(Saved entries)
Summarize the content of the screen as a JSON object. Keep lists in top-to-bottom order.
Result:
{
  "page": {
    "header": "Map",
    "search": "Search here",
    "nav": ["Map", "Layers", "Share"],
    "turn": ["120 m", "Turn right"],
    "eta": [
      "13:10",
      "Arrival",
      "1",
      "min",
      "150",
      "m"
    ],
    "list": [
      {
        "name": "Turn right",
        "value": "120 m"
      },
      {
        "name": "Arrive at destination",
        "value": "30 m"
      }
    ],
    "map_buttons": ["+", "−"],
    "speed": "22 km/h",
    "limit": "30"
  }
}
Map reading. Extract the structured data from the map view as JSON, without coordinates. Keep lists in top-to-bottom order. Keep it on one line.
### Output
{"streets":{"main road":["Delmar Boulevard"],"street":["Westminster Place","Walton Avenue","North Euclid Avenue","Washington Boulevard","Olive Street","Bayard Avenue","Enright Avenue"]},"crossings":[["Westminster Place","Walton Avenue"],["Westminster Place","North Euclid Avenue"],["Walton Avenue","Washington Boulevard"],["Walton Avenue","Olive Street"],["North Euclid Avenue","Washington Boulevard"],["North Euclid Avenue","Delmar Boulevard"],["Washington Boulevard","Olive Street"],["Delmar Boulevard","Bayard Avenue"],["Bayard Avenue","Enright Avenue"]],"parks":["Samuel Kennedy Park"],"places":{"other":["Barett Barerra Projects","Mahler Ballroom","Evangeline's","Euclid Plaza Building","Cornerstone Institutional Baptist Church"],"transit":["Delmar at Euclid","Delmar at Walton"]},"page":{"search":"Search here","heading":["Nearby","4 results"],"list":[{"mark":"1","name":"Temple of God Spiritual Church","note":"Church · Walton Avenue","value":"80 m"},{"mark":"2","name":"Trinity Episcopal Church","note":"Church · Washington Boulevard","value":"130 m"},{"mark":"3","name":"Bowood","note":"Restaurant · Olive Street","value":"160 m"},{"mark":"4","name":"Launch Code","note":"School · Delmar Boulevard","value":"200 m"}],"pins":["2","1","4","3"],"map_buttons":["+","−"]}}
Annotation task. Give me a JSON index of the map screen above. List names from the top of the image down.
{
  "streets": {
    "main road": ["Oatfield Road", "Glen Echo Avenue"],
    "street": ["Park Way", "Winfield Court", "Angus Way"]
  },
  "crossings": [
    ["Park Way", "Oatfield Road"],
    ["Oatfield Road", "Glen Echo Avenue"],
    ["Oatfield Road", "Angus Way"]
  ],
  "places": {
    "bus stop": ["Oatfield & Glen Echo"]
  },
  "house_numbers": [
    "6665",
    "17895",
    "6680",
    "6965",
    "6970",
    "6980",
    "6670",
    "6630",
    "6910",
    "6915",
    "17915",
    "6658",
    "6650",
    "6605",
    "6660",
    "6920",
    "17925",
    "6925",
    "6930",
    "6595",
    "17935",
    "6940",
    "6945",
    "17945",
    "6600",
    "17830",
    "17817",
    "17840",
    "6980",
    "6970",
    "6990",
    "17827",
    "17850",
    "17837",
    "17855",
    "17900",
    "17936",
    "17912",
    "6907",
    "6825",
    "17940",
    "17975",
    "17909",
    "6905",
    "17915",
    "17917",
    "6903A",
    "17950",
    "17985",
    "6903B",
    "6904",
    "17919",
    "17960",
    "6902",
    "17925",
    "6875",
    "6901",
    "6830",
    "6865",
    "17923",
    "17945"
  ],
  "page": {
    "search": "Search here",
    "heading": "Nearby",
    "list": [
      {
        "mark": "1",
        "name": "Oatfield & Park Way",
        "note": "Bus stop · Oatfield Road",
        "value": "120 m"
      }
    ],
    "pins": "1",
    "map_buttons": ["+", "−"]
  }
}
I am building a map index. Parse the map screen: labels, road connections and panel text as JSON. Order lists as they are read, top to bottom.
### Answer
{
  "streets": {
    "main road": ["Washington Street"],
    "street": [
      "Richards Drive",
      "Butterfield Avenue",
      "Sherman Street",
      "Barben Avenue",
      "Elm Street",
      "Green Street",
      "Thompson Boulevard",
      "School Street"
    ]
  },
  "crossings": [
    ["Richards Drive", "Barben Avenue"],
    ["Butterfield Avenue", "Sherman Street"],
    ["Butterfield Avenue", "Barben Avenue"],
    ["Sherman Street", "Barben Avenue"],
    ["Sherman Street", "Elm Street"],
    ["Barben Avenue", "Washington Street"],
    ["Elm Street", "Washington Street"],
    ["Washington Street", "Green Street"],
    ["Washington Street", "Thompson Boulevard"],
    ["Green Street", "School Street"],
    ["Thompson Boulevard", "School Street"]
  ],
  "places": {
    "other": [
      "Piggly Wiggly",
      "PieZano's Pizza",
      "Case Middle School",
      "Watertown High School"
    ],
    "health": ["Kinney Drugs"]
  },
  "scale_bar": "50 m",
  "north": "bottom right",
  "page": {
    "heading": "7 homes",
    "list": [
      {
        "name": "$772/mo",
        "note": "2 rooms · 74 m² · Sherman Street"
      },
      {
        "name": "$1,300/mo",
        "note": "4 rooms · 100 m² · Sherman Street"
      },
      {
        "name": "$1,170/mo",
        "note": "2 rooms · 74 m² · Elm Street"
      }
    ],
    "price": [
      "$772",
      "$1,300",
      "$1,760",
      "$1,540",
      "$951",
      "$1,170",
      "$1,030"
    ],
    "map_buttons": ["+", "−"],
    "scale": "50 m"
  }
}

> **Task brief**: All of the entries above need to be output again exactly.

> **Result of the exercise**:
Summarize the content of the screen as a JSON object. Keep lists in top-to-bottom order.
Result:
{
  "page": {
    "header": "Map",
    "search": "Search here",
    "nav": ["Map", "Layers", "Share"],
    "turn": ["120 m", "Turn right"],
    "eta": [
      "13:10",
      "Arrival",
      "1",
      "min",
      "150",
      "m"
    ],
    "list": [
      {
        "name": "Turn right",
        "value": "120 m"
      },
      {
        "name": "Arrive at destination",
        "value": "30 m"
      }
    ],
    "map_buttons": ["+", "−"],
    "speed": "22 km/h",
    "limit": "30"
  }
}
Map reading. Extract the structured data from the map view as JSON, without coordinates. Keep lists in top-to-bottom order. Keep it on one line.
### Output
{"streets":{"main road":["Delmar Boulevard"],"street":["Westminster Place","Walton Avenue","North Euclid Avenue","Washington Boulevard","Olive Street","Bayard Avenue","Enright Avenue"]},"crossings":[["Westminster Place","Walton Avenue"],["Westminster Place","North Euclid Avenue"],["Walton Avenue","Washington Boulevard"],["Walton Avenue","Olive Street"],["North Euclid Avenue","Washington Boulevard"],["North Euclid Avenue","Delmar Boulevard"],["Washington Boulevard","Olive Street"],["Delmar Boulevard","Bayard Avenue"],["Bayard Avenue","Enright Avenue"]],"parks":["Samuel Kennedy Park"],"places":{"other":["Barett Barerra Projects","Mahler Ballroom","Evangeline's","Euclid Plaza Building","Cornerstone Institutional Baptist Church"],"transit":["Delmar at Euclid","Delmar at Walton"]},"page":{"search":"Search here","heading":["Nearby","4 results"],"list":[{"mark":"1","name":"Temple of God Spiritual Church","note":"Church · Walton Avenue","value":"80 m"},{"mark":"2","name":"Trinity Episcopal Church","note":"Church · Washington Boulevard","value":"130 m"},{"mark":"3","name":"Bowood","note":"Restaurant · Olive Street","value":"160 m"},{"mark":"4","name":"Launch Code","note":"School · Delmar Boulevard","value":"200 m"}],"pins":["2","1","4","3"],"map_buttons":["+","−"]}}
Annotation task. Give me a JSON index of the map screen above. List names from the top of the image down.
{
  "streets": {
    "main road": ["Oatfield Road", "Glen Echo Avenue"],
    "street": ["Park Way", "Winfield Court", "Angus Way"]
  },
  "crossings": [
    ["Park Way", "Oatfield Road"],
    ["Oatfield Road", "Glen Echo Avenue"],
    ["Oatfield Road", "Angus Way"]
  ],
  "places": {
    "bus stop": ["Oatfield & Glen Echo"]
  },
  "house_numbers": [
    "6665",
    "17895",
    "6680",
    "6965",
    "6970",
    "6980",
    "6670",
    "6630",
    "6910",
    "6915",
    "17915",
    "6658",
    "6650",
    "6605",
    "6660",
    "6920",
    "17925",
    "6925",
    "6930",
    "6595",
    "17935",
    "6940",
    "6945",
    "17945",
    "6600",
    "17830",
    "17817",
    "17840",
    "6980",
    "6970",
    "6990",
    "17827",
    "17850",
    "17837",
    "17855",
    "17900",
    "17936",
    "17912",
    "6907",
    "6825",
    "17940",
    "17975",
    "17909",
    "6905",
    "17915",
    "17917",
    "6903A",
    "17950",
    "17985",
    "6903B",
    "6904",
    "17919",
    "17960",
    "6902",
    "17925",
    "6875",
    "6901",
    "6830",
    "6865",
    "17923",
    "17945"
  ],
  "page": {
    "search": "Search here",
    "heading": "Nearby",
    "list": [
      {
        "mark": "1",
        "name": "Oatfield & Park Way",
        "note": "Bus stop · Oatfield Road",
        "value": "120 m"
      }
    ],
    "pins": "1",
    "map_buttons": ["+", "−"]
  }
}
I am building a map index. Parse the map screen: labels, road connections and panel text as JSON. Order lists as they are read, top to bottom.
### Answer
{
  "streets": {
    "main road": ["Washington Street"],
    "street": [
      "Richards Drive",
      "Butterfield Avenue",
      "Sherman Street",
      "Barben Avenue",
      "Elm Street",
      "Green Street",
      "Thompson Boulevard",
      "School Street"
    ]
  },
  "crossings": [
    ["Richards Drive", "Barben Avenue"],
    ["Butterfield Avenue", "Sherman Street"],
    ["Butterfield Avenue", "Barben Avenue"],
    ["Sherman Street", "Barben Avenue"],
    ["Sherman Street", "Elm Street"],
    ["Barben Avenue", "Washington Street"],
    ["Elm Street", "Washington Street"],
    ["Washington Street", "Green Street"],
    ["Washington Street", "Thompson Boulevard"],
    ["Green Street", "School Street"],
    ["Thompson Boulevard", "School Street"]
  ],
  "places": {
    "other": [
      "Piggly Wiggly",
      "PieZano's Pizza",
      "Case Middle School",
      "Watertown High School"
    ],
    "health": ["Kinney Drugs"]
  },
  "scale_bar": "50 m",
  "north": "bottom right",
  "page": {
    "heading": "7 homes",
    "list": [
      {
        "name": "$772/mo",
        "note": "2 rooms · 74 m² · Sherman Street"
      },
      {
        "name": "$1,300/mo",
        "note": "4 rooms · 100 m² · Sherman Street"
      },
      {
        "name": "$1,170/mo",
        "note": "2 rooms · 74 m² · Elm Street"
      }
    ],
    "price": [
      "$772",
      "$1,300",
      "$1,760",
      "$1,540",
      "$951",
      "$1,170",
      "$1,030"
    ],
    "map_buttons": ["+", "−"],
    "scale": "50 m"
  }
}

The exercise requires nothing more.